Cade is the founder of the New Design Congress, an international research organisation forging a nuanced understanding of technology's role as a social, political and environmental accelerant. With a multi-disciplinary background in information security, interface politics and digital systems, Cade and his team study digital infrastructure to understand how technology at scale influences the perspectives and safety of policy-makers, activists and researchers. Through this work, Cade has led consultations with PEN International, UCL London, Google, Mozilla, the European Centre for Constitutional and Human Rights, the International Institute for the Environment and Development, the European Commission, Protocol Labs, the Deutschland Bundestag Prototype Fund, the Center for Digital Resilience, the Algorithmic Transparency Institute and many others.
Prior to founding the New Design Congress, Cade spent ten years leading design-focused digital security projects in Australia, the United States, Korea, Germany, Singapore and the United Kingdom. He was an information security researcher and head of production at the Berlin-based non-profit Tactical Tech, providing security consultation and bringing the NGO’s activism to audiences worldwide. He contributed to early prototypes of the secure messaging app Signal and was Chief Design Officer at SpiderOak, then a Snowden approved no-knowledge cloud storage company.
Cade holds national and Paralympic world records, having represented Australia in international disability swimming between 1999 and 2006.
Ellis Jones is a interdisciplinary systems designer, community organiser, researcher and event organiser based in Lausanne, Switzerland. With the New Design Congress they have worked on apps, backend systems, websites, livestreams and research into the Para-Real, an emergent theory of online subcultures developing patterns for economic solidarity.

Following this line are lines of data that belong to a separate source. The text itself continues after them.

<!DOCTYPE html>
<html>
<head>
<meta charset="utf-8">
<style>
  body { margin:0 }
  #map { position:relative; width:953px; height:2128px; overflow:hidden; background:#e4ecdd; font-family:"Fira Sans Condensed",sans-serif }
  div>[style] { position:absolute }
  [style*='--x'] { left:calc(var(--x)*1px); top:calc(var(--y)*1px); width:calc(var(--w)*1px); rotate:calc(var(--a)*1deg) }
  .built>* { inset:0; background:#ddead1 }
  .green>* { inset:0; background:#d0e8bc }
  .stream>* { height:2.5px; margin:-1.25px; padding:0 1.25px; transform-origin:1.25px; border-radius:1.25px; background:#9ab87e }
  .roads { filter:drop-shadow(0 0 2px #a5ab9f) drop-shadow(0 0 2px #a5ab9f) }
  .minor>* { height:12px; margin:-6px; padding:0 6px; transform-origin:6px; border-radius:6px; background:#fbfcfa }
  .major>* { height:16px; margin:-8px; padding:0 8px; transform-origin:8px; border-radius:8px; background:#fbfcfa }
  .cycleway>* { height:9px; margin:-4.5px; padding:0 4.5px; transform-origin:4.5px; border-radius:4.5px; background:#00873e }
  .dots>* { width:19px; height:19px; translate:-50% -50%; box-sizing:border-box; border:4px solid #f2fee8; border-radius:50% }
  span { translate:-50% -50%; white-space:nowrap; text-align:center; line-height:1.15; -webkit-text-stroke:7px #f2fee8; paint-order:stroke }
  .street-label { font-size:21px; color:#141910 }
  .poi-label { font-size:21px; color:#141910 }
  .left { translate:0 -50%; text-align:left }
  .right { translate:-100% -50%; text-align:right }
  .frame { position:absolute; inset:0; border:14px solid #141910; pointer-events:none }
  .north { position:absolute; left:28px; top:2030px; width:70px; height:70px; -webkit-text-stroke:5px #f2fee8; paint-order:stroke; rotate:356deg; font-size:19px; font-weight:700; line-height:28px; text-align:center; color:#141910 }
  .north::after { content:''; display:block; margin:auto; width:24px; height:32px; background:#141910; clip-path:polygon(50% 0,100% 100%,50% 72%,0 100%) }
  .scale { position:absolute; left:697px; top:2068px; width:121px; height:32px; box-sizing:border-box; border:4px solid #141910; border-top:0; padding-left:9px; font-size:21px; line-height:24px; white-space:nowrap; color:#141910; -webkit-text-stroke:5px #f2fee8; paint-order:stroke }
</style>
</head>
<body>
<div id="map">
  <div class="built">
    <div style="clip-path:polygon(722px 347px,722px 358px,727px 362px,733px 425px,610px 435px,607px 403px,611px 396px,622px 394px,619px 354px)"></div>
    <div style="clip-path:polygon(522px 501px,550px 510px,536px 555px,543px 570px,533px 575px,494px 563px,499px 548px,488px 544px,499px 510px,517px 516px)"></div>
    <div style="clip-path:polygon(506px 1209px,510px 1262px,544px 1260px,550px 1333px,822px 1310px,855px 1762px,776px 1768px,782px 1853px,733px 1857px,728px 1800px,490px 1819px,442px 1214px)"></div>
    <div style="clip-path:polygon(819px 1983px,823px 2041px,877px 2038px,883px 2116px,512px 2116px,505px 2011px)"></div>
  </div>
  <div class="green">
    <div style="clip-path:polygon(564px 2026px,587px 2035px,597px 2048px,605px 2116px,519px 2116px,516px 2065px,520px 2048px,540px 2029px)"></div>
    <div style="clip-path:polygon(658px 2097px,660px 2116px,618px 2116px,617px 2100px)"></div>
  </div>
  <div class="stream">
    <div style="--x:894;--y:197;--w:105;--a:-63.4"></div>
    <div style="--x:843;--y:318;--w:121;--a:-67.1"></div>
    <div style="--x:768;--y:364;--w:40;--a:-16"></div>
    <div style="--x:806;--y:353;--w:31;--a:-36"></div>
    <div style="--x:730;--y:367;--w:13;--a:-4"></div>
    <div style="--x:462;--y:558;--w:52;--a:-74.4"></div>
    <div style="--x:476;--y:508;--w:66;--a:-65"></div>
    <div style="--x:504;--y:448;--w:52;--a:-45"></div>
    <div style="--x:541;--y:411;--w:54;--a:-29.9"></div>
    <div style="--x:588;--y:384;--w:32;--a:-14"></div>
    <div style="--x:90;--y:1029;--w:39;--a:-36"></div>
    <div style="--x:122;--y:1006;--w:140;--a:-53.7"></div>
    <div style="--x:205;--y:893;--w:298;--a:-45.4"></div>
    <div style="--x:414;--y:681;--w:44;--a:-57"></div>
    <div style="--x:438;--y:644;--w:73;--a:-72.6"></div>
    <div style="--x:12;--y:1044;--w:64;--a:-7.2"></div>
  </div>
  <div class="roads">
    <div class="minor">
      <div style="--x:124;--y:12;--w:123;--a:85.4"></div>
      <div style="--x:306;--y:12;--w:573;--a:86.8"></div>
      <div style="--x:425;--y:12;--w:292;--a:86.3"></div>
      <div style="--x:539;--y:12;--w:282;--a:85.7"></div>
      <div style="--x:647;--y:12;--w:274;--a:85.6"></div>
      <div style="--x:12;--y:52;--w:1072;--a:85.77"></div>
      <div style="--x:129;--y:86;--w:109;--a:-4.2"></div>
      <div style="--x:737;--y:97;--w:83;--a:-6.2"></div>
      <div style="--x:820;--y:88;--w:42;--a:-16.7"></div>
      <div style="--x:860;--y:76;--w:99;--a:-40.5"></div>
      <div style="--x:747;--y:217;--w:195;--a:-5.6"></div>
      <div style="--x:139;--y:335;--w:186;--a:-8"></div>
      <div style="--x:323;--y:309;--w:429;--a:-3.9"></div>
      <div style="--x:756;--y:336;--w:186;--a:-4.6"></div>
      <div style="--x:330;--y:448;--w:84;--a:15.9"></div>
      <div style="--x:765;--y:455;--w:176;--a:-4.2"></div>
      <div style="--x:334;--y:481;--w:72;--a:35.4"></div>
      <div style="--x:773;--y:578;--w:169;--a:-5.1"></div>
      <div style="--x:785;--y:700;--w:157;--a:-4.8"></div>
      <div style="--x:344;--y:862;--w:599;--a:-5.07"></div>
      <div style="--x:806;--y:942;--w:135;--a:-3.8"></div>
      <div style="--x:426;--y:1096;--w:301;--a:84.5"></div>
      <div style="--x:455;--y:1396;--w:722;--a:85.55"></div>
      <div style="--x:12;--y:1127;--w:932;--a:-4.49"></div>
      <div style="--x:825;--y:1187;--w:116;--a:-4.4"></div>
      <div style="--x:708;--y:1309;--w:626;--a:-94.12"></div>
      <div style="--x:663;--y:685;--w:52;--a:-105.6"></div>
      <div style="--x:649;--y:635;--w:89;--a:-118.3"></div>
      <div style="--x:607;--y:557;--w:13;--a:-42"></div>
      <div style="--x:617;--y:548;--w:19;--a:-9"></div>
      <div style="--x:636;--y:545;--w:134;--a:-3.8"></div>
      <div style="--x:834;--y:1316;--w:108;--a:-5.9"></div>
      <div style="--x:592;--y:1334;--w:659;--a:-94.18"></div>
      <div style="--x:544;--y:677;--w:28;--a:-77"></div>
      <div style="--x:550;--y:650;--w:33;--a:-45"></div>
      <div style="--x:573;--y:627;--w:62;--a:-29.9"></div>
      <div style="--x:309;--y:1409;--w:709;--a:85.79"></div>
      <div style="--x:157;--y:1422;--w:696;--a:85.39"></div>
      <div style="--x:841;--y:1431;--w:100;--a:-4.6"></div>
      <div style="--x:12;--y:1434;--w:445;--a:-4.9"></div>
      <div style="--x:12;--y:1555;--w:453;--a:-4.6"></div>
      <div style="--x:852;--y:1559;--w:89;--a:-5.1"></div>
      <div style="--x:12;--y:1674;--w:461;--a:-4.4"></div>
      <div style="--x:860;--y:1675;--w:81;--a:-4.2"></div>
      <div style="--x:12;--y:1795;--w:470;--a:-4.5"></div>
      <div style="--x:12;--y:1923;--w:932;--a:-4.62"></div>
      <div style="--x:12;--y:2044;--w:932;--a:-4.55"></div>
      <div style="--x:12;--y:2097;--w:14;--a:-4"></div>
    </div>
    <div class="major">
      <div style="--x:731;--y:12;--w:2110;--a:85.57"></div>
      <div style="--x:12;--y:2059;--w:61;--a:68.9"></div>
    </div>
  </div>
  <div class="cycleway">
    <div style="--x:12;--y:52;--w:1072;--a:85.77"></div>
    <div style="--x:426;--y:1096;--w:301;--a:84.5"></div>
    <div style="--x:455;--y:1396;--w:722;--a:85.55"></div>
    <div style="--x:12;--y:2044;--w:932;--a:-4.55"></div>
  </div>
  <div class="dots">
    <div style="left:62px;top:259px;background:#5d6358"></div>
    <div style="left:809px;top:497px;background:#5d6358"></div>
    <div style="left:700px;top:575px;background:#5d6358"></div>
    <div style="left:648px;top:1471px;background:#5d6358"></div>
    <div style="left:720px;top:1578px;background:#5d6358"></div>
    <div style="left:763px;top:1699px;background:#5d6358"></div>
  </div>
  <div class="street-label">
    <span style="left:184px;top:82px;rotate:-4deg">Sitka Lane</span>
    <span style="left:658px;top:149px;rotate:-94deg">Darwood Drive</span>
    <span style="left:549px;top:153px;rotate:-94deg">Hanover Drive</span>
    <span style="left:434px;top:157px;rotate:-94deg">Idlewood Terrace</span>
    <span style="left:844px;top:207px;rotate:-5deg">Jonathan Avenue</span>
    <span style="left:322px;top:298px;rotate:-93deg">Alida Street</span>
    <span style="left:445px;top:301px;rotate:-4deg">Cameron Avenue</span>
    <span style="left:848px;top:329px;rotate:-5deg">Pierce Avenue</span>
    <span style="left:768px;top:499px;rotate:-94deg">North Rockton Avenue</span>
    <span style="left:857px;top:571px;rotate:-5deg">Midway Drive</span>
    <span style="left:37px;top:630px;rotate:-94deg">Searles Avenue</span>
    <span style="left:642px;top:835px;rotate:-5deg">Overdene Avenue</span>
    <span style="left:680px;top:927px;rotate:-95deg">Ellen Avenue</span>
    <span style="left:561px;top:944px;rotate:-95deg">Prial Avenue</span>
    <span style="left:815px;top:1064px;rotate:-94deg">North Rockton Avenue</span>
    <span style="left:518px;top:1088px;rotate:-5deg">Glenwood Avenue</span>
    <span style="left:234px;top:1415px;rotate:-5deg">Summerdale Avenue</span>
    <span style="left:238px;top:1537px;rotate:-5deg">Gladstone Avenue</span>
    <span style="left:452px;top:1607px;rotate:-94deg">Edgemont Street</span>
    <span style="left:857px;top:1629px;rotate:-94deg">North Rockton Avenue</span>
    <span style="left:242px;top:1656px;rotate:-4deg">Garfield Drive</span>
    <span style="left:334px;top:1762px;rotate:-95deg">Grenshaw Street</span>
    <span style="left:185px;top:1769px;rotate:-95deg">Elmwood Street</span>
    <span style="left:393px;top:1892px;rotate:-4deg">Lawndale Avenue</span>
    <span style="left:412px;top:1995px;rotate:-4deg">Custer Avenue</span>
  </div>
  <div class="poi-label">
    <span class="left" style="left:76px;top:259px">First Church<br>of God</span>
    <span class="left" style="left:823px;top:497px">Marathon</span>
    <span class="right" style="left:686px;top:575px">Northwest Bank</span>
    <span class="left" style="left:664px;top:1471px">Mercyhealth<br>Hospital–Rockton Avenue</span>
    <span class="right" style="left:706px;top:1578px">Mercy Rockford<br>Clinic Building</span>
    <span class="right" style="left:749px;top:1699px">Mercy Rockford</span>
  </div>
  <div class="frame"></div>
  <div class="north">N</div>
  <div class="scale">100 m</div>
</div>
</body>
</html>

They are the founder and core-organiser of ReclaimFutures, a grassroots technology and culture conference about post-capitalist desire. Ellis is also a founding coorganiser of Loose Antenna, a community run and oriented web-radio, launched in June 2020, where they host a monthly music show.
Benjamin is a researcher at the New Design Congress, an international research organisation forging a nuanced understanding of technology's role as a social, political and environmental accelerant. Focusing on the political dimension of human-computer interactions, Benjamin combines insider knowledge on the tech, design and consulting industries with a sharp critical framework borrowing from philosophy, anthropology and sociology. His work has taken the form of collaborations with Ink & Switch, PEN International, Mozilla, Webrecorder, Protocol Labs and Junkipedia. Benjamin has translated Adam Greenfield's book Radical Technologies, The Design of Everyday Life in French on behalf of Verso Books and Presence(s) Editions for publication in mid-2022.
Before joining the New Design Congress, Benjamin had ten unfortunate years of experience in the field of human-machine interactions, information architecture, user-experience and user-interface for such benefactors of the world as BCG, McKinsey or the British governement.
Security Research, Friend of NDC
Rose Regina Lawrence is an independent security researcher. Since 2011, she has focused on issues of surveillance and digital security for activists, journalists, lawyers, and other human rights defenders. She developed and ran the Jail Support coordination hotline for Occupy Wall Street. Her experience includes supporting both independent human rights advocates and organisations, such as Mozilla, Software Freedom Law Center, and most recently, Tactical Tech, as their Digital Security Coordinator.
Executive Director, Simply Secure
Georgia has been an advocate in the internet health movement through her work and passion around issues such as net neutrality, security, privacy, and equitable access to technology. Her work has focused on the intersection of human-centred design, urban space, and technology – specifically, how technology intersects with human rights, e.g access to information and the right to communicate. She has a background in human-centred design, data visualisation, urban planning and software development, and is an advocate for diversity in technology. She studied Urban Planning at Columbia University's Graduate School of Architecture, Planning and Preservation, and Psychology and Human-Computer Interaction at Carnegie Mellon.